▶ **Task directions**: Below are the entries; return exactly the line with "Input: one rendered" and every later line, without anything else.

Collected data entries
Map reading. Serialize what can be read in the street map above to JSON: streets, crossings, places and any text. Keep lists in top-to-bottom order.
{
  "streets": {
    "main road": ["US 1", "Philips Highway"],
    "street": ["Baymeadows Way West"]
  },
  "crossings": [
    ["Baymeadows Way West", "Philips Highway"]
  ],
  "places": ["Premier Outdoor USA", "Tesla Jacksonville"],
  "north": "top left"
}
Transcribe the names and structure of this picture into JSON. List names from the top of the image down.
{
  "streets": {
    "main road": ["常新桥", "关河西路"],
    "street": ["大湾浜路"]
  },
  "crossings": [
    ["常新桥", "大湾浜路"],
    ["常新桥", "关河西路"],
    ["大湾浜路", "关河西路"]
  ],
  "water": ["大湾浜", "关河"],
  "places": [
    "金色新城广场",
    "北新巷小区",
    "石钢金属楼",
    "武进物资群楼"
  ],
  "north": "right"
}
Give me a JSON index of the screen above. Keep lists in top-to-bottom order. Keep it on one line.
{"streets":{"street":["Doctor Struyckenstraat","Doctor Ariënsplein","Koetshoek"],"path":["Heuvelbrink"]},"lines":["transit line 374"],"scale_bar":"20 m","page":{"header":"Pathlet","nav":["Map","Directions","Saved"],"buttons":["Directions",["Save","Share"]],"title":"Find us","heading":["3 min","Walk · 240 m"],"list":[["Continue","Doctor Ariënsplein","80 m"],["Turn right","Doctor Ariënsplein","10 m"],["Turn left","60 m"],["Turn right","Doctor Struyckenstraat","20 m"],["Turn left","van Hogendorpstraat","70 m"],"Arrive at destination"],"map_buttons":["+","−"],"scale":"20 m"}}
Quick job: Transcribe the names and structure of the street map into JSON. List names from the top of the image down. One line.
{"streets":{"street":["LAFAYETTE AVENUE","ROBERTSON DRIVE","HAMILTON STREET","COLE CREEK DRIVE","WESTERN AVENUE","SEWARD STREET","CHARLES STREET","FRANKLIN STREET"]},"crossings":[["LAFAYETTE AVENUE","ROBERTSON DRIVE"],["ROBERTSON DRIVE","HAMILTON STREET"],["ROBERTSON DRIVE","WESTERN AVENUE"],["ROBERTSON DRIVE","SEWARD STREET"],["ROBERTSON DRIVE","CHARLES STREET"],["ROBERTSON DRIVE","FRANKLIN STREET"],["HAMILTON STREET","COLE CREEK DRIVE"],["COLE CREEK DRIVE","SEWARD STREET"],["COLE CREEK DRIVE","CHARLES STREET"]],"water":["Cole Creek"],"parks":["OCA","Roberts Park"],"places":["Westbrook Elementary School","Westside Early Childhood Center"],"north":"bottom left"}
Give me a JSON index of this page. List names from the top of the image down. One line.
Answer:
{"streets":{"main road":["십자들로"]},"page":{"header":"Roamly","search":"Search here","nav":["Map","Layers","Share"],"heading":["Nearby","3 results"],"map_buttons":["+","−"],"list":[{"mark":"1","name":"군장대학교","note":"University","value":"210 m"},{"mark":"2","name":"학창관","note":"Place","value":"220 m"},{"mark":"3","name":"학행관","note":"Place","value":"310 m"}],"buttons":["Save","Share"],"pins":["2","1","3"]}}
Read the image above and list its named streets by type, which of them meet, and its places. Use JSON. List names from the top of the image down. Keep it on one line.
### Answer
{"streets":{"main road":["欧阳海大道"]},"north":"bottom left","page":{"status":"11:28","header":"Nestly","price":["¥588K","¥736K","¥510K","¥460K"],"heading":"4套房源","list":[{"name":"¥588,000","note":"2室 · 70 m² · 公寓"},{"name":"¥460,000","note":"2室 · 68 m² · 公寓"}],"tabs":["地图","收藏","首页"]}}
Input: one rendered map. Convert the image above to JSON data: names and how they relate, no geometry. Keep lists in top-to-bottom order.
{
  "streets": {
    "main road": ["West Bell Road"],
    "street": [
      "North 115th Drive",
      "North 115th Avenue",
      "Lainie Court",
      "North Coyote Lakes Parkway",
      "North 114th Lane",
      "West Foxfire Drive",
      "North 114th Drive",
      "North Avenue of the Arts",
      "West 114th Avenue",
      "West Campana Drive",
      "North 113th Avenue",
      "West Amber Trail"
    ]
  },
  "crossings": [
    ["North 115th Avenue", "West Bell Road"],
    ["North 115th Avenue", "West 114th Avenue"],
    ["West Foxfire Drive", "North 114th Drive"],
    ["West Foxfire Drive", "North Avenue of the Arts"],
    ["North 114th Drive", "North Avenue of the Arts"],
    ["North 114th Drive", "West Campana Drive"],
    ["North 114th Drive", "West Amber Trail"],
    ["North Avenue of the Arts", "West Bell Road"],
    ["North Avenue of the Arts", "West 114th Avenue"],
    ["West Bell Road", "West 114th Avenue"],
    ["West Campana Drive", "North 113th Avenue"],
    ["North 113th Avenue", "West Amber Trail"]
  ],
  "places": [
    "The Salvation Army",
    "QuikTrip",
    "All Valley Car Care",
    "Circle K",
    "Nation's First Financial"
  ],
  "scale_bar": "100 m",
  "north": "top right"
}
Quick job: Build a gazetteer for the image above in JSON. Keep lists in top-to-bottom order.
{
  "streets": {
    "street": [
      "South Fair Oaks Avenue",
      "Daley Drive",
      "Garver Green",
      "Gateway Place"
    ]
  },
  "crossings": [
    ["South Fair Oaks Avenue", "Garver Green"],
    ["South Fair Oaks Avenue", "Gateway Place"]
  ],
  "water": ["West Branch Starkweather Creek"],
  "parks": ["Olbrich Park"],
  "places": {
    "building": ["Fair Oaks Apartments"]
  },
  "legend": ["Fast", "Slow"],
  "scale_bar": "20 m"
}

▶ **Output of the task**:
Input: one rendered map. Convert the image above to JSON data: names and how they relate, no geometry. Keep lists in top-to-bottom order.
{
  "streets": {
    "main road": ["West Bell Road"],
    "street": [
      "North 115th Drive",
      "North 115th Avenue",
      "Lainie Court",
      "North Coyote Lakes Parkway",
      "North 114th Lane",
      "West Foxfire Drive",
      "North 114th Drive",
      "North Avenue of the Arts",
      "West 114th Avenue",
      "West Campana Drive",
      "North 113th Avenue",
      "West Amber Trail"
    ]
  },
  "crossings": [
    ["North 115th Avenue", "West Bell Road"],
    ["North 115th Avenue", "West 114th Avenue"],
    ["West Foxfire Drive", "North 114th Drive"],
    ["West Foxfire Drive", "North Avenue of the Arts"],
    ["North 114th Drive", "North Avenue of the Arts"],
    ["North 114th Drive", "West Campana Drive"],
    ["North 114th Drive", "West Amber Trail"],
    ["North Avenue of the Arts", "West Bell Road"],
    ["North Avenue of the Arts", "West 114th Avenue"],
    ["West Bell Road", "West 114th Avenue"],
    ["West Campana Drive", "North 113th Avenue"],
    ["North 113th Avenue", "West Amber Trail"]
  ],
  "places": [
    "The Salvation Army",
    "QuikTrip",
    "All Valley Car Care",
    "Circle K",
    "Nation's First Financial"
  ],
  "scale_bar": "100 m",
  "north": "top right"
}
Quick job: Build a gazetteer for the image above in JSON. Keep lists in top-to-bottom order.
{
  "streets": {
    "street": [
      "South Fair Oaks Avenue",
      "Daley Drive",
      "Garver Green",
      "Gateway Place"
    ]
  },
  "crossings": [
    ["South Fair Oaks Avenue", "Garver Green"],
    ["South Fair Oaks Avenue", "Gateway Place"]
  ],
  "water": ["West Branch Starkweather Creek"],
  "parks": ["Olbrich Park"],
  "places": {
    "building": ["Fair Oaks Apartments"]
  },
  "legend": ["Fast", "Slow"],
  "scale_bar": "20 m"
}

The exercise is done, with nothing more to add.